La répression, d’une rare intensité, fait son apparition. C’est un jeune manifestant pacifiste qui en fait les frais. Jet de pepper spray en pleine figure, la police militaire répond par la force. Une reporter du quotidien Folha de SP est atteinte d’un tir de balle au caoutchouc en plein visage. Les premières sirènes retentissent. La police arrête un journaliste de la revue Carta Capital. Motif? Le jeune homme transporte une bouteille de vinaigre dans son sac pour se protéger contre les gaz lacrymogènes.

La police militaire repousse un groupe de manifestants qui tentent de se diriger vers l’Avenida Paulista, centre financier et commercial de la sixième puissance économique mondiale. Le centre-ville vire au chaos. Balles en caoutchouc, pétards, jets de pierre. La rue commence à brûler, quelques barricades se forment. Des renforts arrivent sur place. Personne ne s’attendait à voir de telles scènes se produire dans les rues de Sao Paulo, vitrine de la réussite économique du géant brésilien.

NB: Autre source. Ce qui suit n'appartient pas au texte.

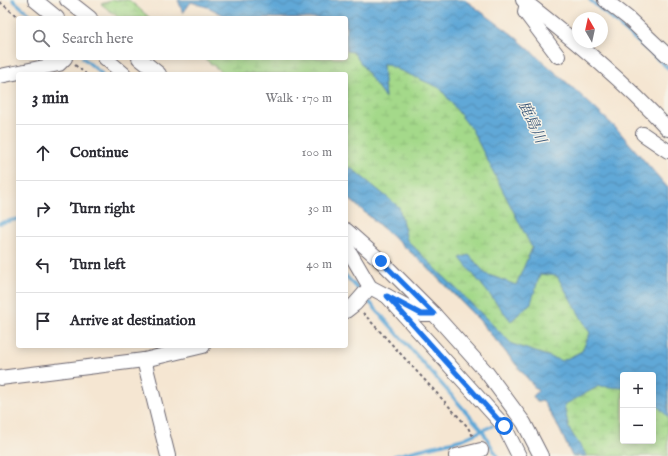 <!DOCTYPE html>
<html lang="en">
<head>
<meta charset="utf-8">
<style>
  :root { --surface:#fff; --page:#f2f2f3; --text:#2b2b33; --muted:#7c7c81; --line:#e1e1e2 }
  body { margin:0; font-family:"IM FELL English","Noto Serif JP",serif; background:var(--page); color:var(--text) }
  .controls { position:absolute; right:12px; bottom:12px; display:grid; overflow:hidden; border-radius:4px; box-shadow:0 2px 10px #0003 }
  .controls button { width:36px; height:36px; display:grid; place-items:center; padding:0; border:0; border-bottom:1px solid var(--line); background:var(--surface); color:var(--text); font:20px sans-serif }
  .compass { position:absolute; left:572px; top:12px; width:36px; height:36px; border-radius:50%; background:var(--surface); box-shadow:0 2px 10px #0003; rotate:351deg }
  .stop { position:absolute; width:12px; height:12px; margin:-9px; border:3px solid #1a73e8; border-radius:50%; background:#fff }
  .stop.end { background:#1a73e8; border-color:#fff; box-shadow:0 1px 4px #0008 }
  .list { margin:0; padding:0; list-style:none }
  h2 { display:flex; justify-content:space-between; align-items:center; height:52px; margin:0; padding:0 16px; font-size:17px }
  h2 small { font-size:13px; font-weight:400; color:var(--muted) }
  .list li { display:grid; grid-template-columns:26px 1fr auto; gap:12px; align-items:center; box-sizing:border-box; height:56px; padding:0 16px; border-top:1px solid var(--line) }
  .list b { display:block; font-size:15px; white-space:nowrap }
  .list em { font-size:13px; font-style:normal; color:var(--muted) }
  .icon { flex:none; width:22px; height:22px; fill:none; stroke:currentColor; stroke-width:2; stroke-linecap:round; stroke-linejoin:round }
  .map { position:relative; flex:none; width:668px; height:456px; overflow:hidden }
  .search { position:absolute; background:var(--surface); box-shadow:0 2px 10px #0003; left:16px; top:16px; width:332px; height:44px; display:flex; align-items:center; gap:10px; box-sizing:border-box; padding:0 14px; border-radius:4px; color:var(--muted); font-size:15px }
  .panel { position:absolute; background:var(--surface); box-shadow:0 2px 10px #0003; left:16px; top:72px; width:332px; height:276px; border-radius:4px }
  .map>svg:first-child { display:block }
  .wetland { fill:url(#wetland-marsh); stroke:#637e62 }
  .water { fill:url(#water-waves); stroke:#416589 }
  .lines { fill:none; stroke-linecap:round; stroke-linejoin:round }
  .stream { stroke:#60a8d7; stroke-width:3.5 }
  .minor-casing { stroke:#6c6770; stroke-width:16 }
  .path { stroke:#6c6770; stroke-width:2; stroke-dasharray:3 3; stroke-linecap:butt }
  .minor { stroke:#fff; stroke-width:14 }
  .route { stroke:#1a73e8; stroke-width:5 }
  .labels { text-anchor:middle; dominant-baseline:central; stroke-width:3; stroke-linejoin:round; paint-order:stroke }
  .water-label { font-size:15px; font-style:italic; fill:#3b5879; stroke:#f7f3e8 }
</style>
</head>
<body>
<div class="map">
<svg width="668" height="456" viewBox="0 0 668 456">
  <defs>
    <pattern id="wetland-marsh" width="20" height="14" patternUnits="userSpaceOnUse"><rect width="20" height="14" fill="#a4d98a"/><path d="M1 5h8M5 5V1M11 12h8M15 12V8" fill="none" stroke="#8dba78"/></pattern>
    <pattern id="water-waves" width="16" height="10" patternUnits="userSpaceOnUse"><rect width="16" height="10" fill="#60a8d7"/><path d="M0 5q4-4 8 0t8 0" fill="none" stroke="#4f88b0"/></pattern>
  </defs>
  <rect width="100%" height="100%" fill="#f7f3e8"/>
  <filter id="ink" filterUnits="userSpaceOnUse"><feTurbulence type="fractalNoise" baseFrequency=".025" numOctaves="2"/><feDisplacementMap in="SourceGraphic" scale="8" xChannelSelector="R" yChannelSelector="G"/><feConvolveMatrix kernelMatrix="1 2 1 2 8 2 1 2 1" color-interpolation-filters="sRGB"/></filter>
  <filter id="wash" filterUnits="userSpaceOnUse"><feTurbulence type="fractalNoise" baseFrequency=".012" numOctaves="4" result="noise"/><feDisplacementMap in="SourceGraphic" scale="16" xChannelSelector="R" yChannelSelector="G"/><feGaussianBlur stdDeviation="0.9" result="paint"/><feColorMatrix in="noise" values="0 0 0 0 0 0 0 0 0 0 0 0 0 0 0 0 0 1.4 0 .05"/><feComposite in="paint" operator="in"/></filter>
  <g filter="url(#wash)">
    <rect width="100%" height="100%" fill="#f5e6d2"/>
    <!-- wetland -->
    <g class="wetland">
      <polygon points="113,0 129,0 150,18 119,18 101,4"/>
      <polygon points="346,21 444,52 617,377 623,377 623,441 653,441 653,380 668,393 668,456 572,456 560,430 543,401 537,402 533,396 538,391 480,321 422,262 346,196 346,74 224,74 204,58 346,58"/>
    </g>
    <!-- water -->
    <polygon class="water" points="178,0 465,0 513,35 573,88 617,129 668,188 668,417 653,401 653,375 623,375 623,388 599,386 564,405 569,429 587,456 572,456 560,430 543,401 537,402 533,396 538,391 480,321 422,262 346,196 346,175 350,167 399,207 407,240 512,344 562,361 582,351 590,333 557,276 540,274 531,303 511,321 460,258 469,255 486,274 516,285 532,248 472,130 440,88 383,63 385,98 353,52 346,51 346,18 229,18 210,8 191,2 183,13"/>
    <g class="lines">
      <!-- stream -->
      <g class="stream">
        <polyline points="13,0 34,18"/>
        <polyline points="590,0 668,68"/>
        <polyline points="83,58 102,74"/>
        <polyline points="0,223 18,219"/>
        <polyline points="346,276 361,292"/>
        <polyline points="365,297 482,430 497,456"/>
        <polyline points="394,456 463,439 492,426"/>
      </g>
    </g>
  </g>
  <g filter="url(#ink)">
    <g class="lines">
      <defs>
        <g id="minor">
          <polyline points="35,0 57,18"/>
          <polyline points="67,0 90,18"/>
          <path d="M523,0C574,40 624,81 668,129"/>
          <polyline points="605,0 628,18 668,56"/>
          <polyline points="527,3 525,12 558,56"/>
          <polyline points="105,58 124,74"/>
          <polyline points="139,58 159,74"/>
          <polyline points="0,76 59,64 65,58"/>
          <polyline points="643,134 668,151"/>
          <polyline points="346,230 381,261 434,314 487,373 524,423 541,456"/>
          <polyline points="346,246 370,287 421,314 434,314"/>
          <polyline points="387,296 504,426 519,456"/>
          <polyline points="346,311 355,304 370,287"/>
          <polyline points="144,360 168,456"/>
          <polyline points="0,378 144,360 203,346"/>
          <polyline points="456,456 481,450"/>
        </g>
      </defs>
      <!-- minor casing -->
      <use href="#minor" class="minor-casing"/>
      <!-- path -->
      <g class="path">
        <polyline points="0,2 19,18"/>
        <polyline points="75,65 86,74"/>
        <polyline points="363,313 467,426 474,438"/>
      </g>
      <!-- minor -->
      <use href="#minor" class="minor"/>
    </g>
  </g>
  <g class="lines" filter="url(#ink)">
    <!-- route -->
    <polyline class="route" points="381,261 434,314 421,314 387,296 504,426"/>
  </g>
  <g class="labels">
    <!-- water labels -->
    <g class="water-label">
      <text transform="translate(532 122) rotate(65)">鹿島川</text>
    </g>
  </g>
</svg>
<div class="controls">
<button>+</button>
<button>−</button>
</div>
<svg class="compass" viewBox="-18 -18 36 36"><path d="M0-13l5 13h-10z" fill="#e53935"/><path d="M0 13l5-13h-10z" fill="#7c7c81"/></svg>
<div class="stop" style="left:504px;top:426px"></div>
<div class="stop end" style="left:381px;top:261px"></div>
<div class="search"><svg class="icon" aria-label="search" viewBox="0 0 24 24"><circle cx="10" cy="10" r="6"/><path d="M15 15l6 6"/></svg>Search here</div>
<section class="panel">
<h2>3 min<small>Walk · 170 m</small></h2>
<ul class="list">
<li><svg class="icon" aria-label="ahead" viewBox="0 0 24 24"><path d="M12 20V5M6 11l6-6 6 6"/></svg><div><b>Continue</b></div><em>100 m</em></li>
<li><svg class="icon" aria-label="right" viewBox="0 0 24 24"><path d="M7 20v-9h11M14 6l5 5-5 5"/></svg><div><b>Turn right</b></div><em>30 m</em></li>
<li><svg class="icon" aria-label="left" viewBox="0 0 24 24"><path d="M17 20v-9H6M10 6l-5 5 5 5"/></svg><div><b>Turn left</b></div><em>40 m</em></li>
<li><svg class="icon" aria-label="arrive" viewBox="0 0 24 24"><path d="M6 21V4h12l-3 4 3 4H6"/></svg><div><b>Arrive at destination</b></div></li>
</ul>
</section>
</div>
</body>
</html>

Lundi 17 Juin, Curitiba, « ville modèle » du sud du Brésil. Le mouvement contestataire prend une ampleur nationale: Rio de Janeiro, Brasilia, Porto Alegre, Belo Horizonte, Campinas… Des centaines de milliers de Brésiliens descendent dans les rues afin de protester contre l’augmentation du prix dans les transports en commun. D’autres motifs viennent nourrir la colère de la jeunesse: la corruption, la faiblesse des services publics, un prix de la vie en constante hausse, la répression policière.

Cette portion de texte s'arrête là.